Saved data entries:
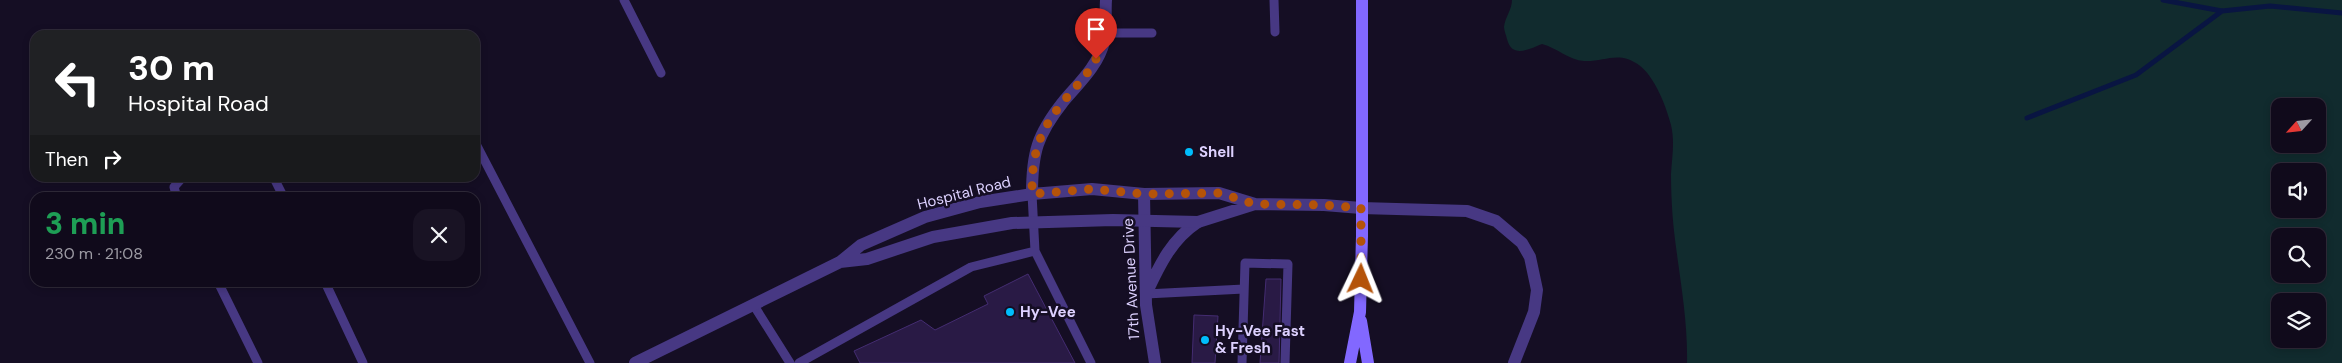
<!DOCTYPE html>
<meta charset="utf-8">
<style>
body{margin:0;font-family:"DM Sans",sans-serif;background:#191324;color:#f1f3f6;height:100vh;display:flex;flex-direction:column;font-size:19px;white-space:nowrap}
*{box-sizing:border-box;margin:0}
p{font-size:16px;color:#9c9aa3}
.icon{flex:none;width:28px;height:28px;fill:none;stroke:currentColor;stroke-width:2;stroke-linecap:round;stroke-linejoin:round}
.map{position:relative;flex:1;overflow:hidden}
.drawer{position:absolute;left:30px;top:192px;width:450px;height:95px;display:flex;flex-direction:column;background:#100a1b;border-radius:15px;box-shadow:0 2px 8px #0003,0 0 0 1px #302b3a}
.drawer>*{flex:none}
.top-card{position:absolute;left:30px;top:30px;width:450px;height:152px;border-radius:15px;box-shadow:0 2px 8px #0003,0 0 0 1px #302b3a;background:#202124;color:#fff;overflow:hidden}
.needle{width:32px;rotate:243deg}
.tools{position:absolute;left:2271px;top:98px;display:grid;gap:10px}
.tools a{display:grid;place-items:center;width:55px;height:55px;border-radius:10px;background:#100a1b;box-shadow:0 2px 8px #0003,0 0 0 1px #302b3a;font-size:25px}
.pin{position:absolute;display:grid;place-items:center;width:42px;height:42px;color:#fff;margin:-51px -21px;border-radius:50% 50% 50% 0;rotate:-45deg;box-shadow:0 0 5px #0007}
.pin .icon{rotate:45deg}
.me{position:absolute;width:55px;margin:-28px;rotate:2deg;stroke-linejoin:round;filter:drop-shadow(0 0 4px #0008)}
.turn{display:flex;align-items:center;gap:18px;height:105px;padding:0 15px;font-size:22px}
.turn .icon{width:65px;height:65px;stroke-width:2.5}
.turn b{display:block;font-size:35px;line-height:42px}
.then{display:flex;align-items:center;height:48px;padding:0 15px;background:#0003;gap:10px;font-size:19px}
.round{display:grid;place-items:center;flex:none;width:52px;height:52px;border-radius:15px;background:#191324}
.head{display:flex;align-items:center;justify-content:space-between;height:85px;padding:0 15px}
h1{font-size:30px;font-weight:800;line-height:38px;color:#1e9e55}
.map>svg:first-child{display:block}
.green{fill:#112b2e;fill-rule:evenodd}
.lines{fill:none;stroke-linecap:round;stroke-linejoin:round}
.stream{stroke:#091542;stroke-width:5}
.building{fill:#291a45;stroke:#442c71}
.service{stroke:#473883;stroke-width:9}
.minor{stroke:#473883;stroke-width:12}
.tertiary{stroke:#473883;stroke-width:12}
.secondary{stroke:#8268ff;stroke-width:12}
.route{stroke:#b45309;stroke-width:9;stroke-dasharray:0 16.2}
.poi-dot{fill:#00bdfc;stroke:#150e24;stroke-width:2}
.labels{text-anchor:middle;stroke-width:5;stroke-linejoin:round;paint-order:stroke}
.poi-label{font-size:15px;font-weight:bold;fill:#ddd1ff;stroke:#150e24;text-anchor:start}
.street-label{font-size:15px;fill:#ddd1ff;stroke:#150e24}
</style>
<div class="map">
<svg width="2342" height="363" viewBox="0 0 2342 363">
<rect width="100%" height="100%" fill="#150e24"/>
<!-- green -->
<path class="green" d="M1512 0H2342V363H1687C1688 318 1679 275 1674 231 1672 213 1671 192 1671 174 1672 157 1675 142 1671 125 1666 106 1655 77 1639 65 1618 50 1605 62 1584 61 1569 60 1557 48 1542 44 1529 49 1512 59 1507 39 1506 35 1504 30 1504 27 1505 17 1512 10 1512 0ZM2280 106H2318V144H2280ZM2280 171H2318V209H2280ZM2280 236H2318V274H2280ZM2280 301H2318V339H2280Z"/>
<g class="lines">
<!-- stream -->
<path class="stream" d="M2163 0 2222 11 2270 6 2342 13
M2027 118 2136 75 2222 11"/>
</g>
<!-- building -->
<path class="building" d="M1028 274 1075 363H860L854 351 921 320 935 330 988 304 984 296Z
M1266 279H1281L1279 363H1260Z
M1194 315 1218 316 1215 363H1192Z"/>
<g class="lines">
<!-- service -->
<path class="service" d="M624 0 661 73
M1274 0 1275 32
M1104 33H1152
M475 142 590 363
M274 178 284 198
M1032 194 1035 251 1091 363
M177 198 174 187 182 178
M218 282 258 363
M325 282 363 363
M1146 294 1244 289
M753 304 790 363
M799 363 971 267 1035 251
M1242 363 1245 263 1288 264 1285 363"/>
<!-- minor -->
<path class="minor" d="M1032 194C1032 153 1037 135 1063 102 1078 84 1098 66 1104 42 1107 29 1105 13 1106 0
M1144 194 1146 305 1155 363
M1147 292C1160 264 1172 239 1198 222"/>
<!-- tertiary -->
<path class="tertiary" d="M840 262 867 259 933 237 1012 223 1113 220 1198 222 1255 204
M635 363 840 262 861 245 925 217 980 202 1032 194 1092 189 1144 194 1219 193 1255 204 1324 205 1361 208 1467 211 1496 221 1522 243 1530 257 1537 290 1534 312 1514 363"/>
<!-- secondary -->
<path class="secondary" d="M1361 321 1368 363
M1350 363 1360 312 1362 236V0"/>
</g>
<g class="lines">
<!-- route -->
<path class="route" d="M1096 59C1087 76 1075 87 1063 102 1038 133 1032 154 1032 194L1092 189 1144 194 1220 193 1254 204 1324 205 1361 208V279"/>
</g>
<!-- markers -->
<g class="poi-dot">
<circle cx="1189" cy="152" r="5"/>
<circle cx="1010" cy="312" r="5"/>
<circle cx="1205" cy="340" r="5"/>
</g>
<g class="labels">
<!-- poi labels -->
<g class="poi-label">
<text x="1199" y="157">Shell</text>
<text x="1020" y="317">Hy-Vee</text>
<text x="1215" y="336">Hy-Vee Fast<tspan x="1215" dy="17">&amp; Fresh</tspan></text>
</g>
<!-- street labels -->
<g class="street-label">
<text transform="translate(964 193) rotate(-14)" y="5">Hospital Road</text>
<text transform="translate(1131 279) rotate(-93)" y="5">17th Avenue Drive</text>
</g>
</g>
</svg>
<div class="tools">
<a><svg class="needle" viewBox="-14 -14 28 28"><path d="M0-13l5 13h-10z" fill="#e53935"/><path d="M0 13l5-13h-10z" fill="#9c9aa3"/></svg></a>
<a><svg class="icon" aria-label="sound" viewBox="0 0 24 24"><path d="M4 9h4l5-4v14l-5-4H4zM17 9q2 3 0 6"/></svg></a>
<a><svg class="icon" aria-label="search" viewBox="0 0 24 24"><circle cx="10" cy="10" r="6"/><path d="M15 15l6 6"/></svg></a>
<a><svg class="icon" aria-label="layers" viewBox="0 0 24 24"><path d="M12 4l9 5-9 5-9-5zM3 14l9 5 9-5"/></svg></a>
</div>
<div class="pin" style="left:1096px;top:59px;background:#d93025"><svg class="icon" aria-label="arrive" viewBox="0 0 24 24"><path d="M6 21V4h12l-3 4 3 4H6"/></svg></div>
<svg class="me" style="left:1361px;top:279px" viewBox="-20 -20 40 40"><path d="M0-17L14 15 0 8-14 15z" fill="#b45309" stroke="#fff" stroke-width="4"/></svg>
<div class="top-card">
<div class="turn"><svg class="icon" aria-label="left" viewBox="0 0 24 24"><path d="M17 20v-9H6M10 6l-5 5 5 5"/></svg><div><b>30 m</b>Hospital Road</div></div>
<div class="then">Then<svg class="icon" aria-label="right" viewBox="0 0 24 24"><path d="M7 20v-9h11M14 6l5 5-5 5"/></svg></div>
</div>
<section class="drawer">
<div class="head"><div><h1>3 min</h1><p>230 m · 21:08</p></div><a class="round"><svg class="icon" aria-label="close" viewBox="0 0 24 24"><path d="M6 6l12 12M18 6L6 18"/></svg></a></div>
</section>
</div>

Problem
Among the records above, find the lines that contain "linecap" and copy every one.

Reply
.icon{flex:none;width:28px;height:28px;fill:none;stroke:currentColor;stroke-width:2;stroke-linecap:round;stroke-linejoin:round}
.lines{fill:none;stroke-linecap:round;stroke-linejoin:round}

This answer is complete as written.